Now I should explain at this point to anyone whose lives are pauperised by a lack of interest in rugby (I'm surprised you've got this far) that a conventional line-up for an attack like this would have had the outside centre next in line for a pass with the immaculately dressed winger on the outside of him. However on this occasion, Nudder, the loose head prop and I, his tight head, had ambled in between.
“Get out the fucking road!” I heard several voices shout. But too late as it happened because the inside centre had already arrowed a lovely spin pass to Nudder. I had every expectation that the useless bastard would drop it; it's what any good prop worth their salt would do. But he didn't. By some miracle he caught it. And he was just about to get clattered by one of their defenders when he decided to pass it on to me.

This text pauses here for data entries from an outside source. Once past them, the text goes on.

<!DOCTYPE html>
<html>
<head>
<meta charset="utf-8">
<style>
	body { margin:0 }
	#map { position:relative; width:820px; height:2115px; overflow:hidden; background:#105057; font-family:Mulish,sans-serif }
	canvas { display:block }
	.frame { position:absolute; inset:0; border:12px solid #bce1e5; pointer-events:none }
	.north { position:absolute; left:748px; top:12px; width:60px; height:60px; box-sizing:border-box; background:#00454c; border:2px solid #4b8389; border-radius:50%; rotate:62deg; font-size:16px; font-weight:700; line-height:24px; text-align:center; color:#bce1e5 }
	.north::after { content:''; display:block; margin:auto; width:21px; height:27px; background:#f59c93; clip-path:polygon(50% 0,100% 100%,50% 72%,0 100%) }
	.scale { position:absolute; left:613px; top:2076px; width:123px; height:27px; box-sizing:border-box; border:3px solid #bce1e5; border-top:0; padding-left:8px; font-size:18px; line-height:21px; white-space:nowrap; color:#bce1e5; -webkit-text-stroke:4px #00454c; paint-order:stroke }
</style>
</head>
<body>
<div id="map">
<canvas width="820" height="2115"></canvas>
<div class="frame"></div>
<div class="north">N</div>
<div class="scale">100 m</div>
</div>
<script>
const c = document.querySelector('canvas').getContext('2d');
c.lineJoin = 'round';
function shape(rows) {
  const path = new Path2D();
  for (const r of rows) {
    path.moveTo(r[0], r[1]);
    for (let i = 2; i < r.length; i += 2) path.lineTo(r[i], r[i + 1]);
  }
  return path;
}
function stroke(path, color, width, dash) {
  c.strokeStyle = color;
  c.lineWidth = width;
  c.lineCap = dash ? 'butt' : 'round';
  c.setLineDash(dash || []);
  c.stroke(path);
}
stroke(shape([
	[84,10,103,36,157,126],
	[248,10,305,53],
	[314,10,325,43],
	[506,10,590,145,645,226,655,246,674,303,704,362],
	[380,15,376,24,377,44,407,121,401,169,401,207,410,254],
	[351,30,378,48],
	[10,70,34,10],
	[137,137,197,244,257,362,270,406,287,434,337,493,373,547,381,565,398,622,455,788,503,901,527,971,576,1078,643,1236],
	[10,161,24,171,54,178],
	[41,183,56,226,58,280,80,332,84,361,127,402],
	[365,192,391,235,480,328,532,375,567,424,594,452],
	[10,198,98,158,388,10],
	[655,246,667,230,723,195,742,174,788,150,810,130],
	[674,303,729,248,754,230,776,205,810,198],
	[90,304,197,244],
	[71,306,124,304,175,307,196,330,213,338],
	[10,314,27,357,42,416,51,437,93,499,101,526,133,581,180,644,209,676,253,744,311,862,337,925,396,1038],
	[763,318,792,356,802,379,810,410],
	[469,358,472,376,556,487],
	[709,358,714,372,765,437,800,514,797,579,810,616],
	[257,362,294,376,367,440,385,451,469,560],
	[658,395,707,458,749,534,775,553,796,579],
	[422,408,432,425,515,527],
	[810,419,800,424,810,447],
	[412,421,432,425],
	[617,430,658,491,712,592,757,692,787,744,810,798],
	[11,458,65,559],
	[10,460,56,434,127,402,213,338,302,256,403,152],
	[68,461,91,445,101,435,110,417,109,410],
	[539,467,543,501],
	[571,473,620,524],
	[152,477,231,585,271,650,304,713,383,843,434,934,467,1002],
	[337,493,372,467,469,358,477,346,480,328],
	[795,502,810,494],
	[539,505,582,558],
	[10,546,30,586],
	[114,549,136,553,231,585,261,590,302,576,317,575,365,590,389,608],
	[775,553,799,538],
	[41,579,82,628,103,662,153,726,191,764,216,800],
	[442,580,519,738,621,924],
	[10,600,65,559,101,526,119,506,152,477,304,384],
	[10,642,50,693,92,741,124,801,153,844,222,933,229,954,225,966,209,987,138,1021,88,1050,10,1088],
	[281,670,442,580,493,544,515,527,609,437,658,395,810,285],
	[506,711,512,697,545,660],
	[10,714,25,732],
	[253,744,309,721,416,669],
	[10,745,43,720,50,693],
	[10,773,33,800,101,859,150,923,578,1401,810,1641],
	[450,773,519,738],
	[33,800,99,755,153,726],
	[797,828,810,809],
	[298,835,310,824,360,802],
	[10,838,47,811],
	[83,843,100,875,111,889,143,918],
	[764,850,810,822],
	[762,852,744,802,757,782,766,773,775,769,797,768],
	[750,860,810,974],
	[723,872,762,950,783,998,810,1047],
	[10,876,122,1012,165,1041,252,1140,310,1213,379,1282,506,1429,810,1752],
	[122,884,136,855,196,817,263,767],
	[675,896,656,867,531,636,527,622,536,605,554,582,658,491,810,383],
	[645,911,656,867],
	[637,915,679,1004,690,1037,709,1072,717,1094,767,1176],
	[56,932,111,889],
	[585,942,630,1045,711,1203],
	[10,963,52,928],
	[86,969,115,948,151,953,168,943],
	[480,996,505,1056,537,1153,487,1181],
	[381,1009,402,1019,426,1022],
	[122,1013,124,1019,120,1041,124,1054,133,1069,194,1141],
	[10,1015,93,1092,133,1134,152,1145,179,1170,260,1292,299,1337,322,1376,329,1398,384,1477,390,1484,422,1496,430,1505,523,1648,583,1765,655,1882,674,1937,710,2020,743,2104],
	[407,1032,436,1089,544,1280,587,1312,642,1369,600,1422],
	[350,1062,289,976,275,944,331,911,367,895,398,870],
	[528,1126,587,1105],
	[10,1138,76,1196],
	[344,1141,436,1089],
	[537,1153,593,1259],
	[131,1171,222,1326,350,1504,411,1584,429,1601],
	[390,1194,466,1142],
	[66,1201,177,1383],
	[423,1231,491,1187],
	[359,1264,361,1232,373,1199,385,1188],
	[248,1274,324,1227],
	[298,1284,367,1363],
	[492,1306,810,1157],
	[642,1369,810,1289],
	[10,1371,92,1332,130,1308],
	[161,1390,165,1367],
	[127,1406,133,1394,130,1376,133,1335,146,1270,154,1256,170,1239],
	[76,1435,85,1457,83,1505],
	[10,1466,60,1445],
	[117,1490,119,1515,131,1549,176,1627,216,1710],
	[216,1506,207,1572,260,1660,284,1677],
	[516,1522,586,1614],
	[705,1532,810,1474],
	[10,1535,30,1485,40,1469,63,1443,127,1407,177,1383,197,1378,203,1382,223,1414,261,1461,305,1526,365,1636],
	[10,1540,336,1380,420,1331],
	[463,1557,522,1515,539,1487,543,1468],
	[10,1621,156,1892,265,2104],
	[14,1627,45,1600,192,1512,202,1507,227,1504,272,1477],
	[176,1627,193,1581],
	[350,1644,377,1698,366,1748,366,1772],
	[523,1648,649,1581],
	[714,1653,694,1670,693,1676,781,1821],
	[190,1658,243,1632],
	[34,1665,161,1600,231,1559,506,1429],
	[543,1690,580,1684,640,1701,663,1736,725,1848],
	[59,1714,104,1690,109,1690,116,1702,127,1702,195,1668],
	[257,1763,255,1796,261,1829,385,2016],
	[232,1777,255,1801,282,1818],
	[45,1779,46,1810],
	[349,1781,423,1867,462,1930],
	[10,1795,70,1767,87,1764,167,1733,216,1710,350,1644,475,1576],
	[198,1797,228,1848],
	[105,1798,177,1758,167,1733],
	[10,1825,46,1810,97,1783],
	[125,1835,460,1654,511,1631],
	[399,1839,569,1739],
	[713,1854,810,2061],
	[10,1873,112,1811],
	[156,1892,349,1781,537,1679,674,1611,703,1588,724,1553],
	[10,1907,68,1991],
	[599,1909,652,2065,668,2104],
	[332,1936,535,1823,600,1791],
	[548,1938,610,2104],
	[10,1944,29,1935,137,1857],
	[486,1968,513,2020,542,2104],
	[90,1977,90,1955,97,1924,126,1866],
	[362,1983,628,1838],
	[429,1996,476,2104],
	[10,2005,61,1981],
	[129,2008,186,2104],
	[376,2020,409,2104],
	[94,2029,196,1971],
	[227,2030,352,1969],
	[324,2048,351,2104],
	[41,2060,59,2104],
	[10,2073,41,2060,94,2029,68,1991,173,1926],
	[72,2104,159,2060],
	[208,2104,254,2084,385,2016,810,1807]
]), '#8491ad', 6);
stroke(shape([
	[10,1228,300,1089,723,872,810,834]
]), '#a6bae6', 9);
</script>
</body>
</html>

“Fuck me!” I thought. “It's coming!”
And that was when the course of this spinning, horizontal projectile was interrupted by the most bobbly, girly pass you've ever seen being lobbed towards me. And this, dear reader, is where Glory takes over from Narrative.
As the ball was about to flop to the ground a couple of feet in front of me I stooped like a falcon to gather it one-handed, raced 40 yards to the try line and dotted it down. (OK. It was about 2 yards). But that's not the point. The point is this.
Well, you get the point.
It wasn't easy being modest about it afterwards in the bar despite the helpfulness of team mates.
“Will you shut the fuck up!” I recall being their advice.
But I knew I had etched pure gold in the halls of my memory. It would never happen again.